=== DIRECTIONS ===
Look through the records below and collect all lines that hold the string "linejoin".

Saved entries:
+===+
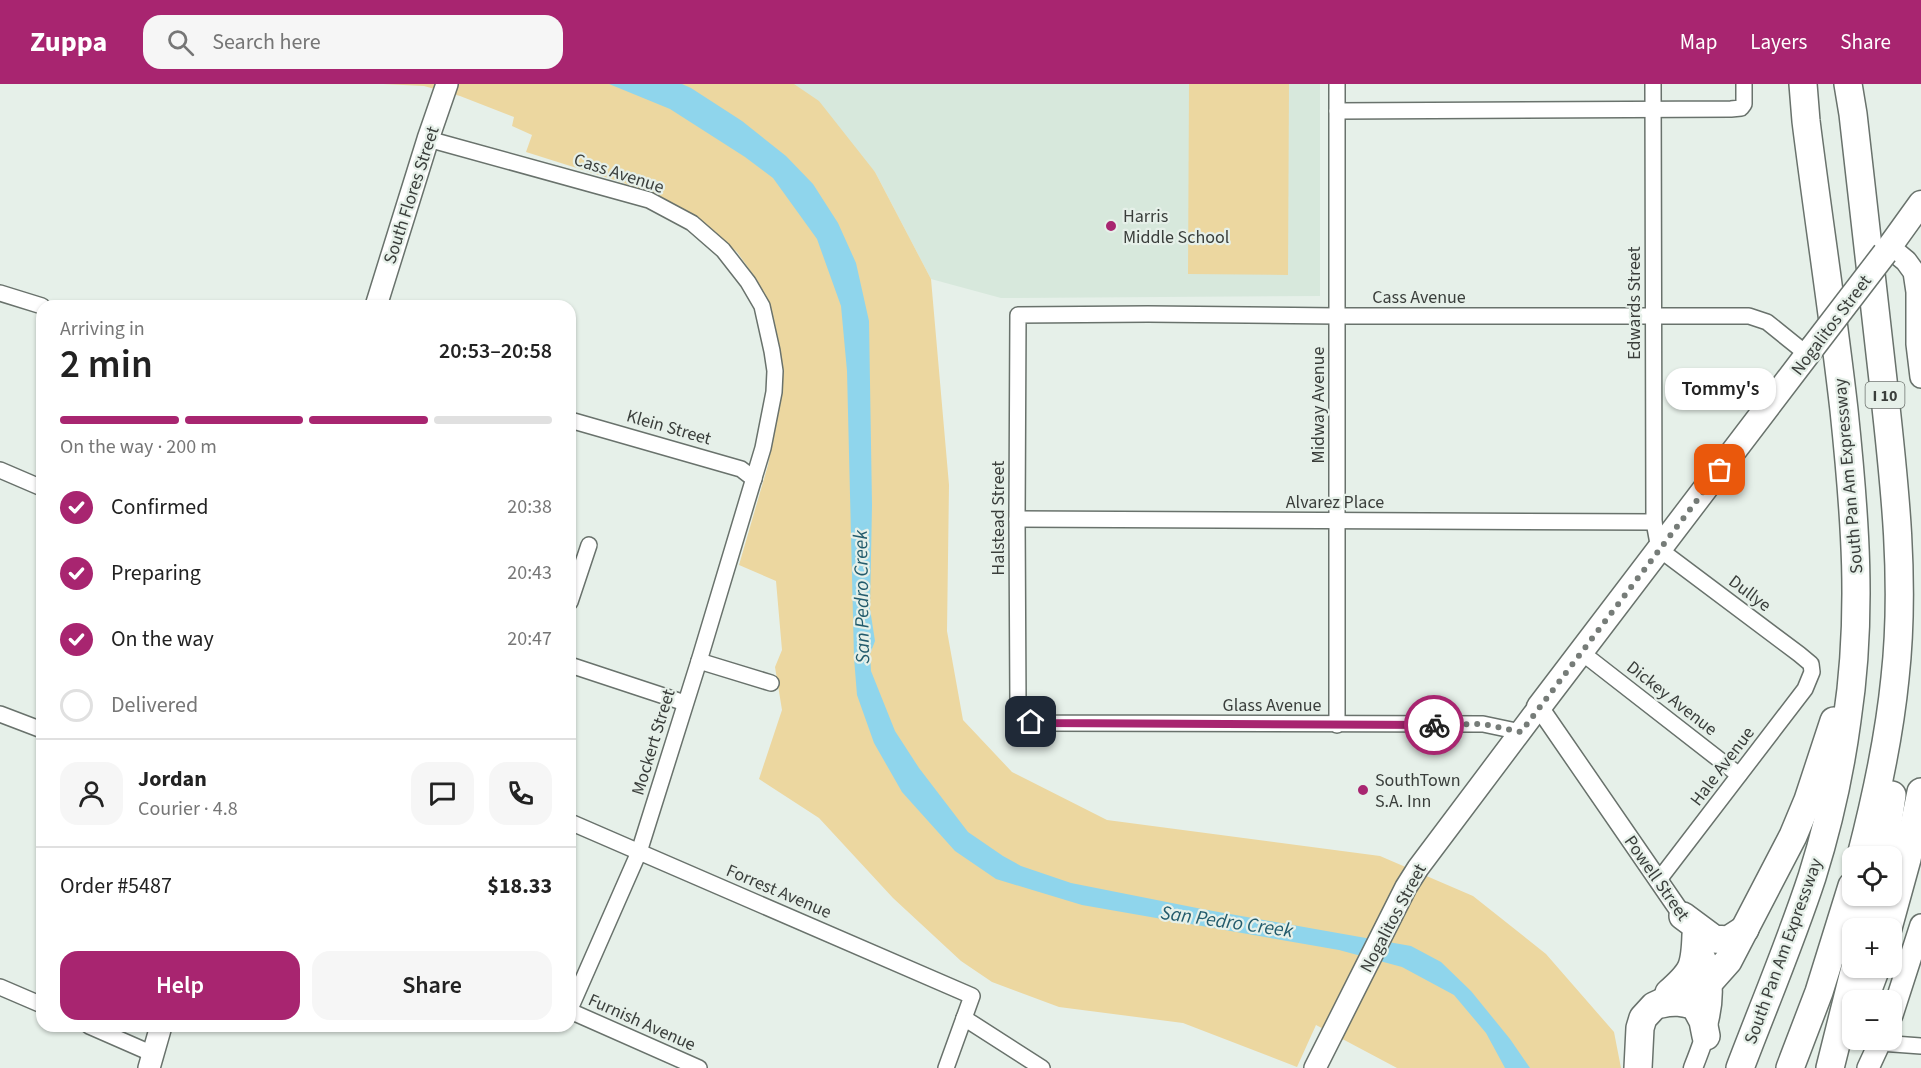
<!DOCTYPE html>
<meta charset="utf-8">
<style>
:root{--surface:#fff;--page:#f6f6f6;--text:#222;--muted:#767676;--line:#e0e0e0;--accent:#a82570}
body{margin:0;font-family:"Source Sans 3",sans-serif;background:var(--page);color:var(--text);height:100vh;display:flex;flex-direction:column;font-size:22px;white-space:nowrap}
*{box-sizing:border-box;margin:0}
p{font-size:20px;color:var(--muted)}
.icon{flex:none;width:33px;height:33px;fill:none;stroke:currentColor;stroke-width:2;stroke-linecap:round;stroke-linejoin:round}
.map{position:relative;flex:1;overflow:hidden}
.drawer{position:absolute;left:36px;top:216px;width:540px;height:732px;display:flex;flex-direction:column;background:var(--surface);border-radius:18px;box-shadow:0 2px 4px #0004}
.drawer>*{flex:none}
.buttons{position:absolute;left:1842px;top:762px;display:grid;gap:12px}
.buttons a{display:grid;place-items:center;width:60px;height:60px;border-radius:12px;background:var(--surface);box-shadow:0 2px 4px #0004;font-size:30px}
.pin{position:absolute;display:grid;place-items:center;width:51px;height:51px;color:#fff;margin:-26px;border-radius:12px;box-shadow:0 3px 9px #0006}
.courier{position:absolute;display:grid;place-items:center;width:60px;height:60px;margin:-30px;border:4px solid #a82570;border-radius:50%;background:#fff;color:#222;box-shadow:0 2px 8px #0007}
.bubble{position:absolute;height:42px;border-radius:18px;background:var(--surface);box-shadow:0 2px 4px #0004;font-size:20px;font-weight:600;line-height:42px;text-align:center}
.head em{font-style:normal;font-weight:600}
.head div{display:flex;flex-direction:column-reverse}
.head{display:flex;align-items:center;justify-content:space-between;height:102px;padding:0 24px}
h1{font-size:39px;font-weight:600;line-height:45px}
.bar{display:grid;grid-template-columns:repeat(4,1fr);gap:9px 6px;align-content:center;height:72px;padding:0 24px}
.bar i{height:8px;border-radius:4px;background:var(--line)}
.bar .on{background:var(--accent)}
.bar p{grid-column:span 4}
.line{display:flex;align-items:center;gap:15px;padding:0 24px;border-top:2px solid var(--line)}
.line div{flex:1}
.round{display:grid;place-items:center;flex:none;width:63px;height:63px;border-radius:18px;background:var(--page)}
ol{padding:0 24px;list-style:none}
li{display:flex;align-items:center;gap:18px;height:66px}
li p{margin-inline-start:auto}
li .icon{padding:6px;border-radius:50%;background:var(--accent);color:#fff;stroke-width:4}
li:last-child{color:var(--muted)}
li i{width:33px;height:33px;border:3px solid var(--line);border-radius:50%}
.action{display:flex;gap:12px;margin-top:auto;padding:12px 24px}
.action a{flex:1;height:69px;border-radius:18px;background:var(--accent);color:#fff;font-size:24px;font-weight:600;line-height:69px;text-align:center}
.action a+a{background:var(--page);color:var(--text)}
header{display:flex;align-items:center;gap:36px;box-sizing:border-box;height:84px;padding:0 30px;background:var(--accent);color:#fff}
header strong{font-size:28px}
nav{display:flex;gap:33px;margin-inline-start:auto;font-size:21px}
.search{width:420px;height:54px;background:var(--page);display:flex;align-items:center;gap:15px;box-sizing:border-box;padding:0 21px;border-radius:18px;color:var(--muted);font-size:22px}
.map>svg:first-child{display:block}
.built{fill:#d7e8dc}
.green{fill:#ecd7a0}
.water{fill:#8fd5ec}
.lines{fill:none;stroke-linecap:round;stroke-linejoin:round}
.minor-casing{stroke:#69726c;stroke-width:18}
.tertiary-casing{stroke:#69726c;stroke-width:21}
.secondary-casing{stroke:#69726c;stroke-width:24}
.primary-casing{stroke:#69726c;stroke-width:27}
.motorway-casing{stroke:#69726c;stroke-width:30}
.minor{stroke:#fff;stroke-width:15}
.tertiary{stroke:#fff;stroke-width:18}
.secondary{stroke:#fff;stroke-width:21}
.primary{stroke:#fff;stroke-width:24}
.motorway{stroke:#fff;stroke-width:27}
.primary-bridge-casing{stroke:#69726c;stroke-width:27;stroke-linecap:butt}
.primary-bridge{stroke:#fff;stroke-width:24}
.done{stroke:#767c78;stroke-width:6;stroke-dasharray:0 10.8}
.route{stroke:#a82570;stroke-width:8}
.poi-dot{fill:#a82570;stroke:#e6f0e9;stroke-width:2}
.labels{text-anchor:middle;stroke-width:4.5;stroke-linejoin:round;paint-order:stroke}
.shield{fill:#e6f0e9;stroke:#6e736f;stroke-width:1.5}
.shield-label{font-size:16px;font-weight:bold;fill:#3a3e3b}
.street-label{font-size:18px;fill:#3a3e3b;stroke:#e6f0e9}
.poi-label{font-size:18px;fill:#3a3e3b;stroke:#e6f0e9;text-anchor:start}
.water-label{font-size:20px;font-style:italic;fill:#225b6c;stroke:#e6f0e9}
</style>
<header>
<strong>Zuppa</strong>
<div class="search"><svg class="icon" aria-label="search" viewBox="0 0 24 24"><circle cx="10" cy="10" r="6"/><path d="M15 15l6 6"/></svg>Search here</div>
<nav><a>Map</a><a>Layers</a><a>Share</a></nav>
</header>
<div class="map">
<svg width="1921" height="984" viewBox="0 0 1921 984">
<rect width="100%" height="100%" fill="#e6f0e9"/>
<polygon class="built" points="793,0 1320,0 1320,212 1001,214 931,195 875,88"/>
<g class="green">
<polygon points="383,0 794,0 819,17 875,88 931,195 949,401 947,547 963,636 1012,688 1107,736 1380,772 1473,812 1546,870 1614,948 1621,984 1397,984 1316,941 1297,983 1183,939 1059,923 992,898 961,877 893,814 819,734 759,695 782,626 775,583 782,566 776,497 739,481 768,381 783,302 780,267 772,231 757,196 737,168 692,131 665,115 621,98 526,68 532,51 512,42 514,33 460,12 424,2"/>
<polygon points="1189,0 1289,0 1288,191 1188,190"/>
</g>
<polygon class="water" points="609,0 682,0 691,4 742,37 786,72 813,100 838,139 856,179 869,237 872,421 870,525 875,557 870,570 871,587 895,647 919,684 968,748 1003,772 1021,782 1071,799 1202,825 1411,862 1441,878 1471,907 1510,955 1530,984 1505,984 1486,949 1454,911 1402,883 1339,866 1082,821 996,795 955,767 902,708 874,659 857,611 854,574 847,287 841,222 817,155 773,94 745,73 670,25"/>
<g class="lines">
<defs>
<g id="minor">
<polyline points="1337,0 1337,641"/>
<polyline points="1653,0 1654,438 1659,465 1799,570 1811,580 1812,588 1805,605 1658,797"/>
<polyline points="1337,27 1731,25 1741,24 1744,20 1744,0"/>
<polyline points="428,55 649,116 692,139 723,166 748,198 762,222 772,267 775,287 774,308 763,364 699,577 639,768 570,925"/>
<polyline points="0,209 42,222"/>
<polyline points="570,336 741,385 754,395"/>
<polyline points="0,386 42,404"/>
<polyline points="1017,435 1654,438"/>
<polyline points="570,518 589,461"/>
<polyline points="1581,568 1739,691"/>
<polyline points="699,577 771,599"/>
<polyline points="570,581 685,619"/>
<polyline points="0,630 42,646"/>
<path d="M 1521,648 L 1483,640 L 1043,639 C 1031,637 1021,635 1018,622 L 1017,435 L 1018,231 L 1148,230 L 1337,232 L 1749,232 L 1767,238 L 1808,271"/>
<polyline points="570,738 972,912 946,984"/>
<polyline points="0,903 42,921"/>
<polyline points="570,927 699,984"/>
<polyline points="964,934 1042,984"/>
<polyline points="89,942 153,970"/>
<polyline points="1880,959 1921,962"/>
</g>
<path id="tertiary" d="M 1539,623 L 1696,851 C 1702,864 1711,881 1712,896 C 1716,926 1704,956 1693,984"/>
<g id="secondary">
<polyline points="1889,163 1906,177 1914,188 1917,208 1917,260 1921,293"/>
<polyline points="376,222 428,55 447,0"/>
<polyline points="1892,931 1921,841"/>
<polyline points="149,984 161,942"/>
<polyline points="1315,984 1406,803 1418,784 1539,623"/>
<polyline points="1868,984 1881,956"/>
</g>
<g id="primary">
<polyline points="1885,169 1921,119"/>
<polyline points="1539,623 1813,263"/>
</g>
<g id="motorway">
<path d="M 1848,0 L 1853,30 C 1863,118 1873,207 1883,296 C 1894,395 1906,495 1895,594 C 1889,655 1876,714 1861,772"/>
<polyline points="1883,772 1892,711"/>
<polyline points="1683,832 1714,855 1728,856 1745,845"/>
<polyline points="1864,844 1873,812"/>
<polyline points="1888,844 1907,775 1921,708"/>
<path d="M 1669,909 C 1693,888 1695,883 1696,851"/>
<polyline points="1864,916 1876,884"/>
<path d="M 1661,920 C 1674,917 1683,918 1695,922 L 1703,937 L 1706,952"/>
<polyline points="1638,984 1640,944 1643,934 1654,922 1712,895 1728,877 1793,752 1808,716 1834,637"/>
<path d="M 1740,984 C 1764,921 1791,857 1812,793 C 1828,742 1840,689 1847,636 C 1863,531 1855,431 1844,326 C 1833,229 1818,133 1806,37 L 1803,0"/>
<polyline points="1790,984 1819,908 1852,802"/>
<polyline points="1830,984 1855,884"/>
</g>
</defs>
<use href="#minor" class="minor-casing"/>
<use href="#tertiary" class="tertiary-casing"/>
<use href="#secondary" class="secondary-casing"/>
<use href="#primary" class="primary-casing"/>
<use href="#motorway" class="motorway-casing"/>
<use href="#minor" class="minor"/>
<use href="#tertiary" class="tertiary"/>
<use href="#secondary" class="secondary"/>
<use href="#primary" class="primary"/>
<use href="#motorway" class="motorway"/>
<defs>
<polyline id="primary-bridge" points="1813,263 1885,169"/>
</defs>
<use href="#primary-bridge" class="primary-bridge-casing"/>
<use href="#primary-bridge" class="primary-bridge"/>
</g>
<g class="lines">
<polyline class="done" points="1434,641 1483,640 1521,648 1720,386"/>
<polyline class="route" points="1031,638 1043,639 1434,641"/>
</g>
<g class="poi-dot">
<circle cx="1111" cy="142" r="6"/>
<circle cx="1363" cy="706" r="6"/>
</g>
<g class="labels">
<rect class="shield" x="1865.5" y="298" width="39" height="26" rx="4.5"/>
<g class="shield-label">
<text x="1885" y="317">I 10</text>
</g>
<g class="street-label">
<text transform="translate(619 89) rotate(18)" y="6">Cass Avenue</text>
<text transform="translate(411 111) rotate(-72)" y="6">South Flores Street</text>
<text x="1419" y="219">Cass Avenue</text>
<text transform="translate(1634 219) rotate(-90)" y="6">Edwards Street</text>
<text transform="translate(1831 241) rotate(-53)" y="6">Nogalitos Street</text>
<text transform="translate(1318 321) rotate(-90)" y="6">Midway Avenue</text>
<text transform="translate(669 343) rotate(16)" y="6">Klein Street</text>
<text transform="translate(1848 392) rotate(-95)" y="6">South Pan Am Expressway</text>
<text x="1335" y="424">Alvarez Place</text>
<text transform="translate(998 434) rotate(-90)" y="6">Halstead Street</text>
<text transform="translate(1750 509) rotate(37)" y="6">Dullye</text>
<text transform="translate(1672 614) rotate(38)" y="6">Dickey Avenue</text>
<text x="1272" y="627">Glass Avenue</text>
<text transform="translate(653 658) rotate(-73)" y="6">Mockert Street</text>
<text transform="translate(1722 682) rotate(-53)" y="6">Hale Avenue</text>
<text transform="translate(1657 794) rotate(55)" y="6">Powell Street</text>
<text transform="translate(779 807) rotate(23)" y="6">Forrest Avenue</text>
<text transform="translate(1393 834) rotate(-62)" y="6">Nogalitos Street</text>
<text transform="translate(1783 867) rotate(-70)" y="6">South Pan Am Expressway</text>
<text transform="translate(642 938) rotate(24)" y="6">Furnish Avenue</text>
</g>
<g class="poi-label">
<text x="1123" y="138">Harris<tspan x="1123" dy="21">Middle School</tspan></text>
<text x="1375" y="702">SouthTown<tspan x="1375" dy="21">S.A. Inn</tspan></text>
</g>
<g class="water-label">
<text transform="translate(861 513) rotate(-91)" y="7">San Pedro Creek</text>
<text transform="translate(1227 837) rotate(8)" y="7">San Pedro Creek</text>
</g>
</g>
</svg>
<div class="buttons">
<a><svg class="icon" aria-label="locate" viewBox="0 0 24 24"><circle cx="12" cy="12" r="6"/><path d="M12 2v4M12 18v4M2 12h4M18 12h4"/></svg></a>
<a>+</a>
<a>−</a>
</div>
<div class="pin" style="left:1720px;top:386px;background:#ea580c"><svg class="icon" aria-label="bag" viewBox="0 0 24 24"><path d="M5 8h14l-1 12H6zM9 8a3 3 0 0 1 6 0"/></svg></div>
<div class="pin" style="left:1031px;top:638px;background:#1f2937"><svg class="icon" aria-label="home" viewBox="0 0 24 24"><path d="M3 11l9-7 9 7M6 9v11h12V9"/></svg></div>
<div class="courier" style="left:1434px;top:641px"><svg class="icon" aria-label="bike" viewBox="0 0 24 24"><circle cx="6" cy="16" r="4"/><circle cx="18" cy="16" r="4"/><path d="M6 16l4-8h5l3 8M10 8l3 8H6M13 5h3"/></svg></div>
<div class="bubble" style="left:1665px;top:284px;width:111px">Tommy's</div>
<section class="drawer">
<div class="head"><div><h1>2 min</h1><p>Arriving in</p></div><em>20:53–20:58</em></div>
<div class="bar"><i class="on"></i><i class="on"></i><i class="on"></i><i></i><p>On the way · 200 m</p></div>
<ol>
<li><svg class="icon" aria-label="check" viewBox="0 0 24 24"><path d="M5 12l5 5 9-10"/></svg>Confirmed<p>20:38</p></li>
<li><svg class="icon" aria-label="check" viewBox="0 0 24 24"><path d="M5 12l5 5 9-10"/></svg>Preparing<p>20:43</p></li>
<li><svg class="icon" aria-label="check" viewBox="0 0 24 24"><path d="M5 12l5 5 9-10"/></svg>On the way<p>20:47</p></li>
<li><i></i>Delivered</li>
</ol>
<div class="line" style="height:108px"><a class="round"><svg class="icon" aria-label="person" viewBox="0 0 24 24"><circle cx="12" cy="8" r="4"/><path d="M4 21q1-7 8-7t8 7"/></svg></a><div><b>Jordan</b><p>Courier · 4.8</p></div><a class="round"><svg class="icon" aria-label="chat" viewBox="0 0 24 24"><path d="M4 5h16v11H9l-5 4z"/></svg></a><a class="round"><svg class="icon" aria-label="phone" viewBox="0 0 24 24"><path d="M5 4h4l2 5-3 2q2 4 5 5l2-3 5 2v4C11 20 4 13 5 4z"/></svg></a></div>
<div class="line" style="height:78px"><div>Order #5487</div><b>$18.33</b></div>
<div class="action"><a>Help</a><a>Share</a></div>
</section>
</div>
+===+
=== RESPONSE FOR THIS EXERCISE ===
.icon{flex:none;width:33px;height:33px;fill:none;stroke:currentColor;stroke-width:2;stroke-linecap:round;stroke-linejoin:round}
.lines{fill:none;stroke-linecap:round;stroke-linejoin:round}
.labels{text-anchor:middle;stroke-width:4.5;stroke-linejoin:round;paint-order:stroke}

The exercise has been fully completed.